*** Opening of Exercise inputs ***

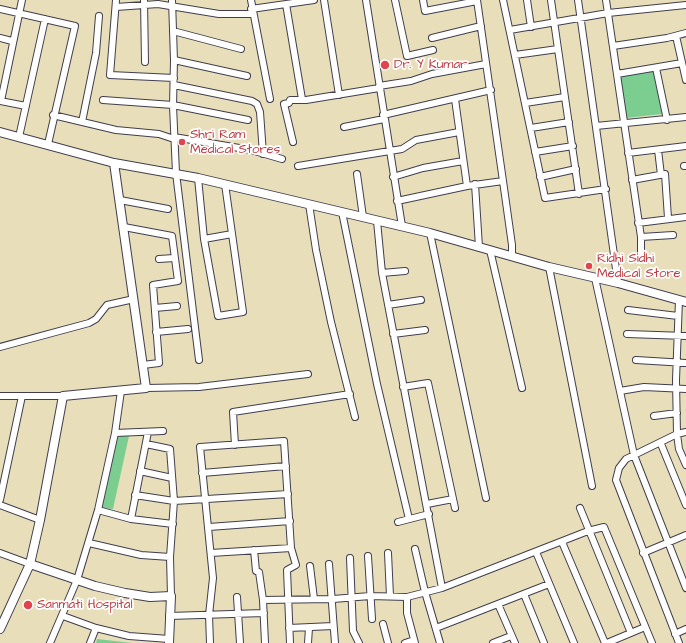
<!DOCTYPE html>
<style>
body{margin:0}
canvas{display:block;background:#e8deba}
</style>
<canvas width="686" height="643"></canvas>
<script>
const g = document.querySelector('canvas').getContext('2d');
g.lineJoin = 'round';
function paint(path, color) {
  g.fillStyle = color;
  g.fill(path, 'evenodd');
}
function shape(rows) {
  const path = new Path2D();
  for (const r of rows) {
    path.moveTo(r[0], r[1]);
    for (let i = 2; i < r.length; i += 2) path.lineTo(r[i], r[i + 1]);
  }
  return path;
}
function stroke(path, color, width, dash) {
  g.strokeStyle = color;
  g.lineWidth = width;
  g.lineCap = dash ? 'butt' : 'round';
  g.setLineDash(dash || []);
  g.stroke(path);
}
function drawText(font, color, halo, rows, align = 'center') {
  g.font = font + ' "Architects Daughter",sans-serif';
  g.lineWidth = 3.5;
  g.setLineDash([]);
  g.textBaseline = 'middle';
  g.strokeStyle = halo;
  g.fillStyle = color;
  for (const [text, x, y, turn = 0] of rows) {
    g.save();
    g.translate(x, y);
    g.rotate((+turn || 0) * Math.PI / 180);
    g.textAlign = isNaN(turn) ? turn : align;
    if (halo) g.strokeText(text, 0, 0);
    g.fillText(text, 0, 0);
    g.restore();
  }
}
const green = shape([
 [653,71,662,114,626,118,619,76],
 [116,436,129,436,113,509,99,508],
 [97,639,132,643,96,643]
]);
const street = shape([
 [116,0,110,75,174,78],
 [144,0,145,62],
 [172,0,174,60,173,106,176,173,199,360],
 [251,0,270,99],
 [324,0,339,95],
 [366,0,402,226],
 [395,0,407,56,433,50],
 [423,0,425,11,477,1],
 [503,0,545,198,606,189],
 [527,0,531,27],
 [551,0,558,49],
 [578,0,618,283],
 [606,0,641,237,641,255],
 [286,4,302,99],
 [116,7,158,4,219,14,252,14],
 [0,9,75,26,48,144],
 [251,9,314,0],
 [510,30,608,13,686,5],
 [173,31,241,49],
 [676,36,686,80],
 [0,38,12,41],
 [432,38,481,26],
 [613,46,667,38,686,33],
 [515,55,558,49,579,194],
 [174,60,247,76],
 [656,68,667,120],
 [617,74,682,63],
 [174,85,252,101,257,104,260,112,263,154],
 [379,86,411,81,432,74,486,64],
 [455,99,467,186],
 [103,100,173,105,248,120],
 [0,101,26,106],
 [1,101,22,0],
 [525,103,565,97],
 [53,115,116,130,159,134,174,139],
 [383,115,491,90],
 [82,122,96,53,99,16],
 [596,126,686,117],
 [344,127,384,119],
 [531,128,569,122],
 [19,137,45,19],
 [174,137,251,150,282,159],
 [293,142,284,104,289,103,290,100,306,100,379,88],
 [658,150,661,175],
 [535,152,573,146],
 [628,153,686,146],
 [298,166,402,149,416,140,459,132],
 [684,166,686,166],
 [357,174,363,217],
 [393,177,423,168,463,161],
 [540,177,576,169],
 [198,178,204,239,218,316,243,312,225,184],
 [632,180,665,174,668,218],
 [503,181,512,245,512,256],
 [475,184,479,247],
 [120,200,168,209],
 [397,201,467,186,503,181,477,0],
 [309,204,316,250,331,322,355,417],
 [342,212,377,384,409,519],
 [377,221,382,273,442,588],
 [638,223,686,217],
 [124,227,172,236,178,281,153,285,159,363,143,365],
 [430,233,486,498],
 [641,237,673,235],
 [204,239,232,234],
 [490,250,522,388],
 [159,259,174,258],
 [549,267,592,486],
 [382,273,405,271],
 [595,278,634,455,686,588],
 [679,300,676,380,677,434,679,449,686,465],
 [388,305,421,300],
 [155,308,177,306],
 [628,310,678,316],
 [156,332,188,329],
 [393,334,425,330],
 [627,334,686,336],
 [0,347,89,323,96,319,107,305,134,299],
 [636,360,686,363],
 [403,387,428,383,455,508],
 [146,388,199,387,308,374],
 [620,391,644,387,686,389],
 [0,396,63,396],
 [654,416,677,413],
 [115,433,163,431],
 [146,444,170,449,174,501,170,557,171,596],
 [661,444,686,505],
 [235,445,233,412,350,394],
 [140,471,172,478],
 [202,473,286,466],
 [135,495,174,501,288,494],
 [0,500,22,396],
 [427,504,453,499],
 [0,505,40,520],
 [580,508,631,633],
 [98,510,131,519,173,524],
 [131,519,148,432],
 [398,522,429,514],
 [209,527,290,521],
 [562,542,605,643],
 [89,543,141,555,170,557],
 [415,549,425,592,440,643],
 [254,550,256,571,259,572,263,600,265,643],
 [536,552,574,643],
 [0,553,30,564],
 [211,553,291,548],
 [388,553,390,596],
 [643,553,686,535],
 [368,556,372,619],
 [350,558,353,631,359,643],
 [329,564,335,643],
 [310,566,314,599],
 [524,594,544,643],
 [237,597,240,643],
 [407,597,407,613,415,643],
 [263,600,333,599,370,596,407,597,442,588,588,531,604,527,652,643],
 [498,604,515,643],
 [63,616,96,628,129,636,169,639],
 [169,616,264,613],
 [383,624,388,643],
 [289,628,333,626],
 [436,628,549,584],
 [675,634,686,629],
 [50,643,77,580,98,510,115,433,121,391],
 [90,643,96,628],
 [210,643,209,615,213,578,200,447,284,441,291,548,296,565,287,570,290,643],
 [308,643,309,628],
 [405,643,414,640],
 [493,643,511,636],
 [607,643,645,627],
 [679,643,616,480,619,468,626,459,677,434,686,432]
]);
const secondary = shape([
 [0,132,114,163,198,178,430,233,549,267,618,283,686,302],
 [30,564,95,586,125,593,150,597,171,596,169,643],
 [0,629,30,564,40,520,63,396,146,388,114,163]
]);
const markers = [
 [385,65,5,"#e0444e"],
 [182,142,4,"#e0444e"],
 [589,266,4,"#e0444e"],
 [28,605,5,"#e0444e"]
];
const healthNames = [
 ["Dr. Y Kumar",394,65],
 ["Shri Ram",190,135],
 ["Medical Stores",190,150],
 ["Ridhi Sidhi",597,259],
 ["Medical Store",597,274],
 ["Sanmati Hospital",37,605]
];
paint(green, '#7bce90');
stroke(street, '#403e4e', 8);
stroke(secondary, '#403e4e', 10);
stroke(street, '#fff', 6);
stroke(secondary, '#fff', 8);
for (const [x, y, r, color] of markers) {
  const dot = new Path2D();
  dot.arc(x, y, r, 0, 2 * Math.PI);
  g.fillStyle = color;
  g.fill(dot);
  stroke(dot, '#fff', 1.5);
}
drawText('13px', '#be3a42', '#fff', healthNames, 'left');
</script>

*** Close of Exercise inputs ***

▸ **What you are asked to do**
Pictures do not belong in the copy. Repeat only the lines from the top of the records through the line containing "g.lineCap = dash ? 'butt' : 'round';".

▸ **Output for this task**
<!DOCTYPE html>
<style>
body{margin:0}
canvas{display:block;background:#e8deba}
</style>
<canvas width="686" height="643"></canvas>
<script>
const g = document.querySelector('canvas').getContext('2d');
g.lineJoin = 'round';
function paint(path, color) {
  g.fillStyle = color;
  g.fill(path, 'evenodd');
}
function shape(rows) {
  const path = new Path2D();
  for (const r of rows) {
    path.moveTo(r[0], r[1]);
    for (let i = 2; i < r.length; i += 2) path.lineTo(r[i], r[i + 1]);
  }
  return path;
}
function stroke(path, color, width, dash) {
  g.strokeStyle = color;
  g.lineWidth = width;
  g.lineCap = dash ? 'butt' : 'round';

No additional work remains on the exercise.